I've been not only a big fan of Ellis's for decades but a big defender of his as well. Anyone who's read my own book, Dead Star Twilight, knows that I paid homage to Less Than Zero in it in several, often very direct ways and I still think that American Psycho is the most scathing indictment of the new culture of greed spawned in the 80s ever committed to posterity.
But, Jesus, Ellis needs to have his Twitter account taken away from him. It's a nonstop, raging menstrual-flow torrent of egomaniacal id that reduces Ellis to nothing more than a paper-thin character from one of his books. When Ellis isn't tweeting at 4am drunk off his ass and probably coked to the gills, usually about whatever ridiculous thing pops into his buzzing head, he's posting painfully stupid pop culture nuggets, suggestions and "predictions," like the one above, that never -- and I mean never -- pan out to have any bearing in reality. If he's going for meta, he did it better in Lunar Park, which at least had a surprising streak of humanity at its core.
Ellis raves about Silver Linings Playbook for the same reason he cast crap-acting porn star James Deen in his new movie, The Canyons: Because he spends an inordinate amount of time concocting fantasies about being able to fuck a guy he's seen in movies whom he really thinks is hot (in the case of Silver Linings, Bradley Cooper).

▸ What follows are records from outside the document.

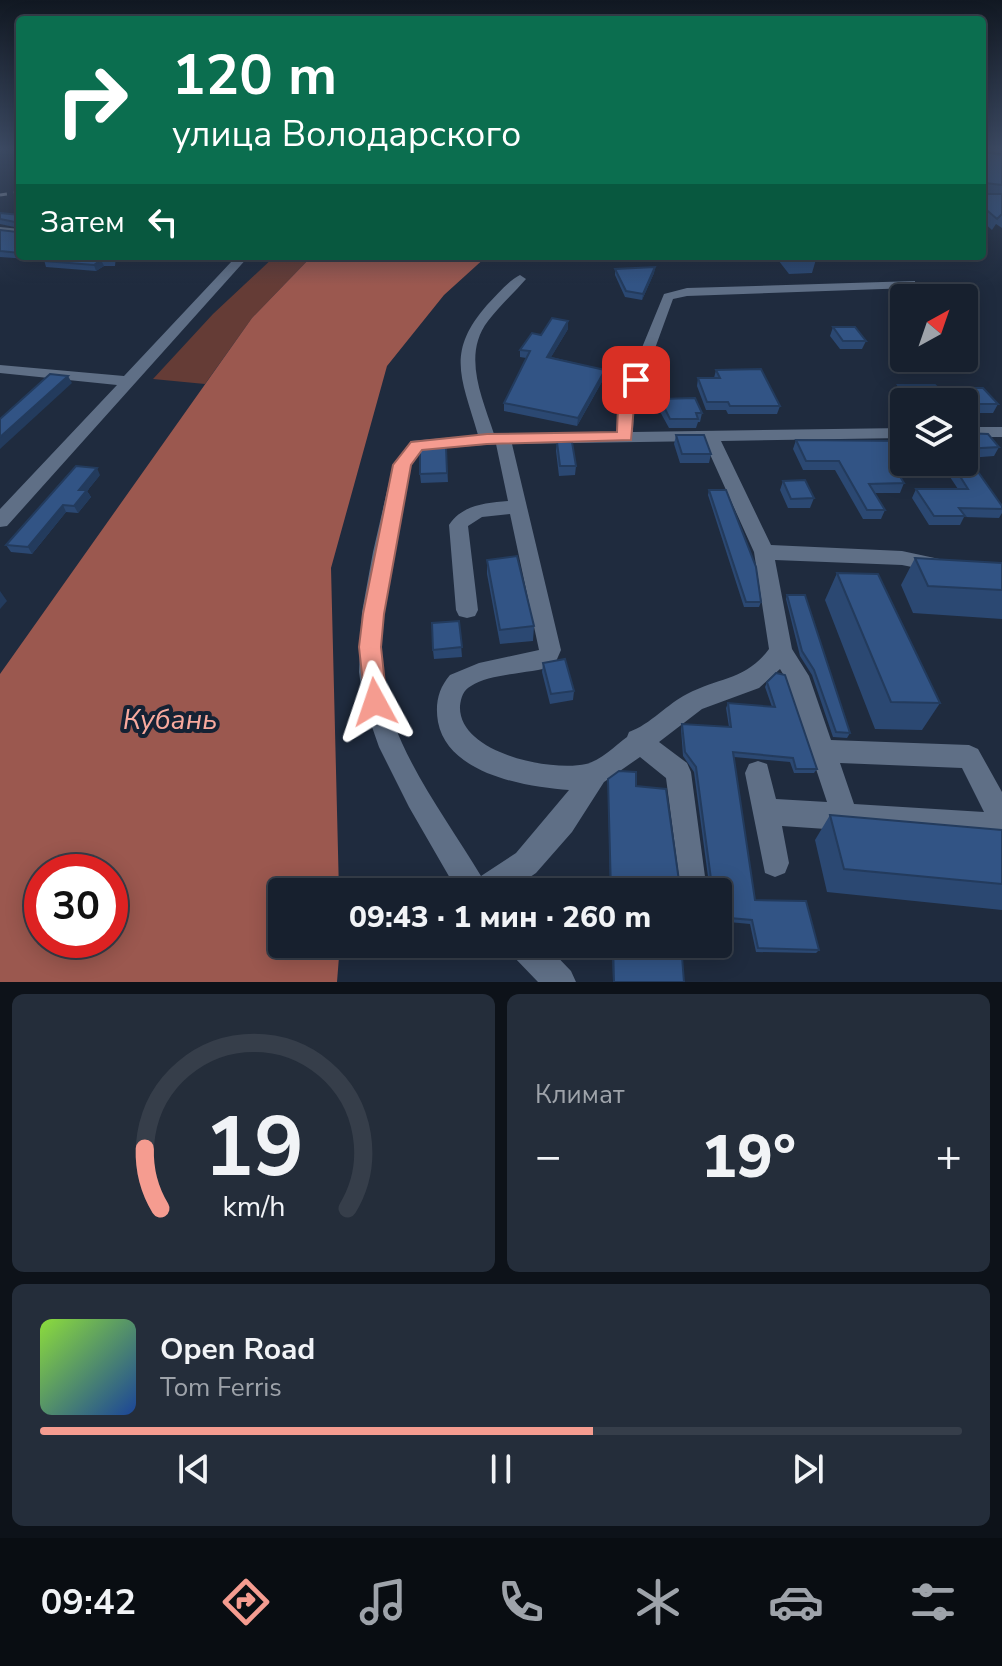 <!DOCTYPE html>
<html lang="ru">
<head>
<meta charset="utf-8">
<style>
  :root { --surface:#17202e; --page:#242d3a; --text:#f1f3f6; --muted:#9ea3aa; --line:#363e4a; --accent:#f59c90 }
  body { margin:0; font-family:"Nunito Sans",sans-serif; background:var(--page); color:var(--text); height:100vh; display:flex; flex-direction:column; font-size:30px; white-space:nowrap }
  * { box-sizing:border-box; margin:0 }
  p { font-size:26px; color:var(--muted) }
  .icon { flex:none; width:44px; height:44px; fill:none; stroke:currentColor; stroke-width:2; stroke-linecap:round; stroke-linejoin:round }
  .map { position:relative; height:982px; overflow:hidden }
  .drawer { display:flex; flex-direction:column; gap:12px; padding:12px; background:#0d1219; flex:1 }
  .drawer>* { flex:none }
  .top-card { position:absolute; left:16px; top:16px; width:970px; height:244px; border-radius:8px; box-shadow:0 4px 20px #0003,0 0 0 2px var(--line); background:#0b6e4f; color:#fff; overflow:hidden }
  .needle { width:52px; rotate:40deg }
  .tools { position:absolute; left:890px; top:284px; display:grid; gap:16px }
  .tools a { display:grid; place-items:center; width:88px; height:88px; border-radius:8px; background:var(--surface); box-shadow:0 4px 20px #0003,0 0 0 2px var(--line); font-size:40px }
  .speed { position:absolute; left:24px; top:854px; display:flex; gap:16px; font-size:40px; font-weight:700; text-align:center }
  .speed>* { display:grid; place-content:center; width:104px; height:104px; border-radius:50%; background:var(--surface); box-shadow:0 4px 20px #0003,0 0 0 2px var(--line); line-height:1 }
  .speed .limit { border:12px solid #d22; background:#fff; color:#111 }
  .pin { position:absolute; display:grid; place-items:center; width:68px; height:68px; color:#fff; margin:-34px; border-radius:16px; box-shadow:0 4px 12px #0006 }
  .me { position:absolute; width:88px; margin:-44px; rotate:355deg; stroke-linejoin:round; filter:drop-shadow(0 0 6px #0008) }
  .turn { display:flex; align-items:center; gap:28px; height:168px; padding:0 24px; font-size:36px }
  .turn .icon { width:104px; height:104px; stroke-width:2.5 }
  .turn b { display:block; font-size:56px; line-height:68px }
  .then { display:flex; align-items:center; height:76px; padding:0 24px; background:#0003; gap:16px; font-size:30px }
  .big { font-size:60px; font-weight:800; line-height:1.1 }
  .drawer .card { flex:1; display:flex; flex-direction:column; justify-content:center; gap:12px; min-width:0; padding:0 28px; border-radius:12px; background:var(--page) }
  .drawer .dial { align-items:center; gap:0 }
  .dial svg { height:208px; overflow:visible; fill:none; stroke:var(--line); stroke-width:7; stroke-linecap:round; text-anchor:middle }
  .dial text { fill:var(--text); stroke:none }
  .song { display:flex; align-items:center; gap:24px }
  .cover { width:96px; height:96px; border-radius:12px; background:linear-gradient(135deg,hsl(90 70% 55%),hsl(220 70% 35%)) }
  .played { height:8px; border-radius:4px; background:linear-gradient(90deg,var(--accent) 60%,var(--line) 60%) }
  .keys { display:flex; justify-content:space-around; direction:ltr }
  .heat { display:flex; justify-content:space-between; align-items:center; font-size:44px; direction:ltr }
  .drawer .tiles { flex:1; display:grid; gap:12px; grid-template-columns:1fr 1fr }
  .card:last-child { grid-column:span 2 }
  .trip { position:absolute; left:268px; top:878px; width:464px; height:80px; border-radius:8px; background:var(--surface); box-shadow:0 4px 20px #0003,0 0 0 2px var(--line); font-weight:800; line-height:80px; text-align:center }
  .tab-bar { display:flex; height:128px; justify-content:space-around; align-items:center; background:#090d12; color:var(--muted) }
  .tab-bar .icon { width:56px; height:56px }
  .tab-bar .active { color:var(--accent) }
  .tab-bar b { font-size:36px; color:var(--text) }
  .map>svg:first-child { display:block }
  .green { fill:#653c36 }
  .water { fill:#9b584f; fill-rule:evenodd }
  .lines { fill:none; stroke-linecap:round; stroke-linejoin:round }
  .minor { fill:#5f6f86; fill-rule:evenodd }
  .rail { stroke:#808a9a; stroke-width:3; stroke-dasharray:7 7; stroke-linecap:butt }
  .wall { fill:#2b4872 }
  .shaded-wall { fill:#233b5d }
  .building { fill:#325485; stroke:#233b5d; stroke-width:2 }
  .route { fill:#f59c90; stroke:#9f655e; stroke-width:2 }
  .labels { text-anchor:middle; stroke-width:8; stroke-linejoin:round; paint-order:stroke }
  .near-water-label { font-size:28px; font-style:italic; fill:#f9aa9e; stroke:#152234 }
</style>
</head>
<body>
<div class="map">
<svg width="1002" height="982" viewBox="0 0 1002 982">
  <rect width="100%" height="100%" fill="#1f2b3e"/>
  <path class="green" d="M275,256H312L252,318L205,384L153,379L213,314Z"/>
  <path class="water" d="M312,256H487L444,295L387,366L331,568L339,892H282V944H340L337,982H0V674L252,318ZM42,872H110V940H42Z"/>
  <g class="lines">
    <path class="minor" d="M0,227L20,229V235L0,233Z
      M211,256H249L7,526L0,527V509L117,385L0,373V365L124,376L232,261Z
      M520,275L526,279C514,293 499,306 488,321C462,355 482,397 494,434L617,432L618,406L664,294L687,288L915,281V287L911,288L687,296L673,299L634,406L633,432L904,428V438L721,441L771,545L902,551L944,560L947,565L944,570L937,572L902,565L775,560L792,649L809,676L831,740L969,745L978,749L1002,792V841L782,826L789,863L785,873L775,877L765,873L745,773L749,764L758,761L767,764L776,799L827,802L786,679L780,669L759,688L702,709L659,742L687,763L691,772L706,884L703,892H681L666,778L640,757L604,782L572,832L536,873L508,892H458L409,807L379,747L363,701L359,672L362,612L373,552L393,465L411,441L478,435C462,379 445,353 487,305C497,295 508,281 520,275ZM704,441L754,552L769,649C746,680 719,677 687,694C667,704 651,724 629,732L627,737C615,746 600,761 586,764C551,772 458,753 460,706C461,698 463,690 471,686C491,673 530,674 554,666L561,650L512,444ZM496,444L508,501C485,503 462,505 449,525L456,610L459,616L467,618L475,616L478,610L468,526L482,517L510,514L539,650L479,663L450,675C438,689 435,704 438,722C448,774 525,787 569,790L516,853L481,876C451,826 413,776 393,721C364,638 395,548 411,466L422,450ZM840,763L962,768L984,812L854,804Z
      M964,427H1002V437H964Z
      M508,944H545L571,971L576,982H538L512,955Z"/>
    <path class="rail" d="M0,195L20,192"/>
  </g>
  <path class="wall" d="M982,148H1002L1001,153L984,152L1002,155V228L996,224L992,230L982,221Z
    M0,213L20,215V256H116L115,266H104L96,271L46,267L44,260L0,257V230L17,232L19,228L0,224V225Z
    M775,256H817L812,273L789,274Z
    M655,267L654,273L642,300L625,297L615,275V269Z
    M833,327L866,341L862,349H840L830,336Z
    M568,329L551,357L605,370L604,378L577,426L504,411V403L526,358L520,357V350L541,335Z
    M716,370L780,406L777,414H728L726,410H706L697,386L698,378H714Z
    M898,385L998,404L993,413H964V402H904V407L894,394Z
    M660,399L702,413L700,422H698L696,428H669L658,408Z
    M964,433L999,447L994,456L968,458L1002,506V513L999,518L964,517L960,525H929L912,498L916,489H958L946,471H897L904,483L900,493H875L885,510L881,519H863L835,470H803L793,449L796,440L964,462Z
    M676,435L711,454L709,463H680L674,444Z
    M557,442L576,466L575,475L559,476L556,451Z
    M446,447L448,482L421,483L420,474Z
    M100,475L87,491L91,497L78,513L66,512L32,554L11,552L6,545Z
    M783,481L814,498L810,508H788L780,490Z
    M709,490L761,602L759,607H744L708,495Z
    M915,558L1002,563V619L913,613L901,585Z
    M487,560L534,626L533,641L500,644L487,574Z
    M837,573L940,703L922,730L875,729L825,600Z
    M787,595L850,733L847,738L833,737L812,675L800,656L786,599Z
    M459,621L462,657L434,659L433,650Z
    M543,663L574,691L573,700L550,704L542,672Z
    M767,682L817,769L814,773H794L790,762L734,757L755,900L819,950L816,953L756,952L750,924L718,921V892H610L608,779L636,786L680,888L706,890L709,884L694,772L683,756L681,729L682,724L729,727L726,708L728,703L772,707L765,687Z
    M830,815L1002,830V910L827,892L815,840Z
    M612,944H681L684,982H613Z"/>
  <path class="shaded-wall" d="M101,260L104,266L96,271L94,265Z
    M655,267L654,273L642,300L643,294Z
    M568,321V329L547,364V357Z
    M605,370L604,378L577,426L578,418Z
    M68,376L72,383L0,449V437Z
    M97,468L100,475L87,491L91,497L78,513L74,506L79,490Z
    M63,505L66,512L32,554L28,547Z
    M0,591L7,601L0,609Z"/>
  <path class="building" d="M982,148H984V152L1002,155V185L986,183L984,194H1002V214L997,219L982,206Z
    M0,213L20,215V223L0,219Z
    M20,224V253L0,251V230L17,232Z
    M51,256H113V260H101L94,265L44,261Z
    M655,267L643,294L626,291L615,269Z
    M552,318L568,321L547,357L605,370L578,418L504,403L530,351L520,350L532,333L541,335Z
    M833,327H855L866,341H843Z
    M761,369L780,406H730L728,402H707L698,378H720L716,370Z
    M50,374L68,376L0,437V419Z
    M898,385H935L938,388H983L998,404H964V402H911Z
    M695,398L702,413H696L698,419H670L660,399Z
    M964,433L988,434L999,447L964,449Z
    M676,435H704L711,454H682Z
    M796,440L904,441V462H938H891L904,483L869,484L885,510H867L839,461H806Z
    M557,442H572L576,466H560Z
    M446,447L447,473L420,474V449Z
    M964,452L1002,506V509L959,508L965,516H934L916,489H968L951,462H964Z
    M76,466L97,468L79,490H87L74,506L63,505L28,547L6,545Z
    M805,480L814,498L791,499L783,481Z
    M709,490H726L756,567L761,602H746Z
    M517,556L534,626L500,630L487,560Z
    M915,558L1002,563V590L928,586Z
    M837,573L878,574L940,703L891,702Z
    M787,595H805L850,733L836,732L814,670L802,651Z
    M459,621L462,647L433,650L432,623Z
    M565,659L574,691L551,694L543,663Z
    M776,673L785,675L817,769H796L793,758L733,752L755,900L806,901L819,950L758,948L752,920L718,917V892H611L608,779L619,771L636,772V786L666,789L680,888L707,890L711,879L696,767L685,752L682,724L731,727L728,703L775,707L767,682Z
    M830,815L1002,830V884L844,869Z
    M613,944H681L684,982H614Z"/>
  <linearGradient id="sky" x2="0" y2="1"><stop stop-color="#111822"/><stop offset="0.52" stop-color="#3c4a63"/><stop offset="1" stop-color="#3c4a63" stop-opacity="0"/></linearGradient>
  <rect width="1002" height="286" fill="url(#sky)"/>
  <path class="route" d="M631,376L644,380L634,406L631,440L487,444L422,450L411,465L384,614L381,647L387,702L384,710L375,713L366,710L359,647L363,614L393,465L411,442L487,434L617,432L618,406Z"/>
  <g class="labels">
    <g class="near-water-label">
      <text x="170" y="729">Кубань</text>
    </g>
  </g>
</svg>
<div class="tools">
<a><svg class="needle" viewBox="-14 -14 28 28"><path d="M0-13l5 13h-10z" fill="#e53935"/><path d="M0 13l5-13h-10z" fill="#9ea3aa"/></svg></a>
<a><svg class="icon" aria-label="layers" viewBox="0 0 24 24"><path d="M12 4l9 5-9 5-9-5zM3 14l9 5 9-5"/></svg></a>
</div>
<div class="speed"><div class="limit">30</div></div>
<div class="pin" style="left:636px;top:380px;background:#d93025"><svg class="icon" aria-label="arrive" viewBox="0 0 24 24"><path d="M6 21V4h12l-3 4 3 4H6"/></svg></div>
<svg class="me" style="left:375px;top:702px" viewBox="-20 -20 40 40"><path d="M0-17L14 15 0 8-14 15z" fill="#f59c90" stroke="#fff" stroke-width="4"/></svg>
<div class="trip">09:43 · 1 мин · 260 m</div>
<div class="top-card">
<div class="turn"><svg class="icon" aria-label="right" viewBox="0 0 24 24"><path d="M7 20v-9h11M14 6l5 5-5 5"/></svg><div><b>120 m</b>улица Володарского</div></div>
<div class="then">Затем<svg class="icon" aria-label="left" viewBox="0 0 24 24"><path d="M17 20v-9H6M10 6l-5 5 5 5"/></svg></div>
</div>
</div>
<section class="drawer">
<div class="tiles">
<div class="card dial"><svg viewBox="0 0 100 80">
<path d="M14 69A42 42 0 1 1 86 69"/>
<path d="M14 69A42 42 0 0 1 8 46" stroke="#f59c90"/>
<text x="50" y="56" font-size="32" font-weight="700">19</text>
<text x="50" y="72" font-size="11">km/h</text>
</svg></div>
<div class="card"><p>Климат</p>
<div class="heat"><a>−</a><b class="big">19°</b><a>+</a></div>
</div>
<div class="card">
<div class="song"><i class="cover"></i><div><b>Open Road</b><p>Tom Ferris</p></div></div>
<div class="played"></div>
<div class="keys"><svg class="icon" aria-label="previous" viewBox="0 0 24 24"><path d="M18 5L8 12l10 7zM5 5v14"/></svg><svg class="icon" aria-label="pause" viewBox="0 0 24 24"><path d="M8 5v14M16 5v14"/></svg><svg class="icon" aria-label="next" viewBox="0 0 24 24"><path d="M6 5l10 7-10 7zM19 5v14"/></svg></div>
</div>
</div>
</section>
<nav class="tab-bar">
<b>09:42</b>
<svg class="icon active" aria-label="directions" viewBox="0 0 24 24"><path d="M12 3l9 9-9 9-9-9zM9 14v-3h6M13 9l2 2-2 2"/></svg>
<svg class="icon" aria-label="music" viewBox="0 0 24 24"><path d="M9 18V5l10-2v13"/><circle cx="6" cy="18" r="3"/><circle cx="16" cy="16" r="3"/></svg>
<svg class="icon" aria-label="phone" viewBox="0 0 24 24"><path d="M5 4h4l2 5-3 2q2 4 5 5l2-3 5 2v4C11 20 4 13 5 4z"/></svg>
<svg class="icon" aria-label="climate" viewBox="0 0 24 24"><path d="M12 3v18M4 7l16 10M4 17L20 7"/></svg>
<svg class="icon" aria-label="car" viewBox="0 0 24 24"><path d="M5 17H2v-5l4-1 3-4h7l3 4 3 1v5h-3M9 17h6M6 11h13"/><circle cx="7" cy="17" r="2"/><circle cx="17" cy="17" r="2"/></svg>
<svg class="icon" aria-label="filters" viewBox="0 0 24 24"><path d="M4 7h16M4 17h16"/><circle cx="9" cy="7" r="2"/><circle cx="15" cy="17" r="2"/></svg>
</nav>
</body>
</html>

Speaking of The Canyons, no one associated with the production of that movie has a right to pretend that he's got any wisdom to impart on anyone or should otherwise be taken the least bit seriously. That fucking train-wreck was already rejected by Sundance and has now been passed on by SXSW, which cited "quality issues" and called the movie "ugly." This of course follows an instantly classic New York Times piece from a couple of weeks ago that publicly tore the movie's production to shreds and made its star, the execrable Lindsay Lohan, out to be the walking nightmare she is.
Ellis should wise up and pull a Garbo or something -- for his own sake.
Hell, at least Jay McInerney has made the decision to spend his literary twilight years tweeting nothing but insufferably pompous boasts about which vintage of Chateau Lafleur he's currently drinking in the Hamptons.